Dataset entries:
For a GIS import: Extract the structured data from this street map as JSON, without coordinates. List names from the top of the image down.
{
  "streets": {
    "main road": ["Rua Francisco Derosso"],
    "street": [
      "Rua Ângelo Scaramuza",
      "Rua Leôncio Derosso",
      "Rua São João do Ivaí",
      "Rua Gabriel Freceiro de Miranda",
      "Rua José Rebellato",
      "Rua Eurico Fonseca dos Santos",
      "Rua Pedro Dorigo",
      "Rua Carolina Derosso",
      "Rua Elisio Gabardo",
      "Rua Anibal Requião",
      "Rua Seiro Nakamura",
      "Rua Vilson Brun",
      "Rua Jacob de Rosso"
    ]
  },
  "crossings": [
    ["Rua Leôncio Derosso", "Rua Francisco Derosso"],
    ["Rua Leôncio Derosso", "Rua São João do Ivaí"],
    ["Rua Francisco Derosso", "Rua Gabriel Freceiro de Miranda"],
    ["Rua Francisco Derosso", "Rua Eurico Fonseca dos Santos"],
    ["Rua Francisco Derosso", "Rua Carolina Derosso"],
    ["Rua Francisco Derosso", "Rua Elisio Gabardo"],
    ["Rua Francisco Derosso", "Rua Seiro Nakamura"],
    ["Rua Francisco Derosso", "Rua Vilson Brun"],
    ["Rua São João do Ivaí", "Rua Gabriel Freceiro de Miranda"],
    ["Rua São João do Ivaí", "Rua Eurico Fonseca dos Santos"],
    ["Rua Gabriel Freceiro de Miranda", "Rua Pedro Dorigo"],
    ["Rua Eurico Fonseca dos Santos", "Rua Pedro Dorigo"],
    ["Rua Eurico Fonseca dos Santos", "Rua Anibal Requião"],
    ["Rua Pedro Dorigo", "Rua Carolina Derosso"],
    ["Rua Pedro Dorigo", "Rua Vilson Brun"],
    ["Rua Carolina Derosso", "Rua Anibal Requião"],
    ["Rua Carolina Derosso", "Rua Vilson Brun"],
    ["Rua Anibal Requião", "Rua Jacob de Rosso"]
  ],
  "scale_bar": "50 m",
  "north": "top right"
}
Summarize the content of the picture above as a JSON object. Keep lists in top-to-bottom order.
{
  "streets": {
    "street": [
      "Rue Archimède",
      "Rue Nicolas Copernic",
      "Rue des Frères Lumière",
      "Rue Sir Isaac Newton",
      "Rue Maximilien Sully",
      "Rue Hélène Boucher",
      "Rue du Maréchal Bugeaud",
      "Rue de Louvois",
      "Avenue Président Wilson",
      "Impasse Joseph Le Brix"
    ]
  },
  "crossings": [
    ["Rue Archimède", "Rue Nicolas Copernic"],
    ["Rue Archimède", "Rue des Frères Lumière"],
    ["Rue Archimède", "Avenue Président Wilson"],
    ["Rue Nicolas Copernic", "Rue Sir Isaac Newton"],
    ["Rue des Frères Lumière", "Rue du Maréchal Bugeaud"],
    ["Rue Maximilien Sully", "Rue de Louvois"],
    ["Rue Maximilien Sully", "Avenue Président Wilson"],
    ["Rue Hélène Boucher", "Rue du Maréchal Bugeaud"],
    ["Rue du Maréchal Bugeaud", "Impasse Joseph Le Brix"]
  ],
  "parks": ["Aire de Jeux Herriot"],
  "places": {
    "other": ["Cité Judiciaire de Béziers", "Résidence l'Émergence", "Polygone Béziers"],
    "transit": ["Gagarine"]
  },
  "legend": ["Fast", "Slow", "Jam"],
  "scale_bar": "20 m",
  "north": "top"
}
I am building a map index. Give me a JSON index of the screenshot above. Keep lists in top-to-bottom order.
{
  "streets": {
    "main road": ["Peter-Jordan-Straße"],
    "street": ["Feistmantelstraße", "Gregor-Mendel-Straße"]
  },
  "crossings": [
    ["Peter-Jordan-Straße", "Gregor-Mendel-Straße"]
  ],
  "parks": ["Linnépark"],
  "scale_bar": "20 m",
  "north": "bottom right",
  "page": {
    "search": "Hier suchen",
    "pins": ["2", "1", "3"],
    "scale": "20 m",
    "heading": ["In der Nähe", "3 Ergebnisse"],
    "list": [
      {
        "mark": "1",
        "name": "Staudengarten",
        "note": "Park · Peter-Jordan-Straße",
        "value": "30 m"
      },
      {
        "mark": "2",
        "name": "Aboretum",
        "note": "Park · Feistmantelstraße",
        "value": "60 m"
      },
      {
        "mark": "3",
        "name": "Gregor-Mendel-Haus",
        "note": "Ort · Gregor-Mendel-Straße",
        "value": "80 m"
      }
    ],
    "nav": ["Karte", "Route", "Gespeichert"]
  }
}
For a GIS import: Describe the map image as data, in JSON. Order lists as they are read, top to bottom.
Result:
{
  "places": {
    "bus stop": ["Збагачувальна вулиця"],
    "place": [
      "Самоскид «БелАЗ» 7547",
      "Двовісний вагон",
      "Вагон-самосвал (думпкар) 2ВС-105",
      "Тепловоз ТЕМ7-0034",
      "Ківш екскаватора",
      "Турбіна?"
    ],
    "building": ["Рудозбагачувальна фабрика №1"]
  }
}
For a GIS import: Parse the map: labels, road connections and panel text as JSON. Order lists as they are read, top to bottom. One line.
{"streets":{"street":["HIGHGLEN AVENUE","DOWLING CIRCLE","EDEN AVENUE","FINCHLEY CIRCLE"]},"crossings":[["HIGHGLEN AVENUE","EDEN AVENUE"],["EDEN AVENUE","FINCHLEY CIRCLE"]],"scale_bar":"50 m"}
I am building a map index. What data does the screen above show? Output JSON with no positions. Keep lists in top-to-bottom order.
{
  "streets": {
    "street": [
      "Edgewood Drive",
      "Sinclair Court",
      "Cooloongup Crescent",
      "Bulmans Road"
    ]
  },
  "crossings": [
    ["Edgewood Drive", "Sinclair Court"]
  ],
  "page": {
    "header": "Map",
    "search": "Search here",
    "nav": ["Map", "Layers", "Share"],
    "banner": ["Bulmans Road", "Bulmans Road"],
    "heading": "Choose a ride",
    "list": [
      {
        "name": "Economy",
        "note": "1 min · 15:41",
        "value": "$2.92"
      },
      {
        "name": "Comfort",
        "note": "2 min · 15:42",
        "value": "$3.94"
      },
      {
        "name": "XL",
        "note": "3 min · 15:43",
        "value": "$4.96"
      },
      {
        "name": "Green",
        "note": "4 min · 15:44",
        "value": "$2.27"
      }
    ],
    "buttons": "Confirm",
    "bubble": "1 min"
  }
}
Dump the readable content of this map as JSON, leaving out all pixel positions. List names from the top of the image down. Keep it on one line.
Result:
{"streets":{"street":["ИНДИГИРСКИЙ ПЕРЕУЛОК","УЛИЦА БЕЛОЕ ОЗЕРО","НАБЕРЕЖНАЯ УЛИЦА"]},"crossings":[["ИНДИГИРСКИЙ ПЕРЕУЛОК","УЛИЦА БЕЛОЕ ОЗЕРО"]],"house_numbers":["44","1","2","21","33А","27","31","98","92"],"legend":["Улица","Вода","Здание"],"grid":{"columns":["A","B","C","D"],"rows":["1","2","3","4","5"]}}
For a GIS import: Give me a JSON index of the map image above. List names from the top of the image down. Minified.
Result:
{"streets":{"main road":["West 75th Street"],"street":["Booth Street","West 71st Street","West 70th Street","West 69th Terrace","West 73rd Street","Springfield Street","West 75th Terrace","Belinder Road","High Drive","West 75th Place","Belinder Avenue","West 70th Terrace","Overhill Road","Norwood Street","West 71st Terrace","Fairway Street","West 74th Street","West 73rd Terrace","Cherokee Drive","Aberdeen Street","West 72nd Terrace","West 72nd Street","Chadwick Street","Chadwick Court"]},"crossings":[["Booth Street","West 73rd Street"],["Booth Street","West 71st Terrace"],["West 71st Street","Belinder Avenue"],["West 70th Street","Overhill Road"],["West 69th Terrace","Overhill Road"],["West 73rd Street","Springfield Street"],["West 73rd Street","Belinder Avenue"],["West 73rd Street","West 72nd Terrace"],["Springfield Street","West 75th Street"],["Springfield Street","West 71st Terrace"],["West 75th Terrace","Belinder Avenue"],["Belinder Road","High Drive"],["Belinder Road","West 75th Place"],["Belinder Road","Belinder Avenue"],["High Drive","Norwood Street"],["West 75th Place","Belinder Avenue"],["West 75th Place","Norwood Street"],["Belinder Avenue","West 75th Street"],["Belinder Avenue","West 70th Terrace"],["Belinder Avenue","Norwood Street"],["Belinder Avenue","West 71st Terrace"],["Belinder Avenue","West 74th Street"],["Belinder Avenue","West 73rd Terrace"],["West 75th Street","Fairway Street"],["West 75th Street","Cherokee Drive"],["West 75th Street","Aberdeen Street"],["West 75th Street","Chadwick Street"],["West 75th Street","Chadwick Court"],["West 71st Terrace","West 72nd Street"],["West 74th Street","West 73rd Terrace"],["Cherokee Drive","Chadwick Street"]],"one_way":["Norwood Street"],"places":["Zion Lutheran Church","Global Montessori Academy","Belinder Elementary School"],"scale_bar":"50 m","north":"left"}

The problem: Which of the lines above carry the string "Isaac"? Pick them out and copy them.

Reply:
      "Rue Sir Isaac Newton",
    ["Rue Nicolas Copernic", "Rue Sir Isaac Newton"],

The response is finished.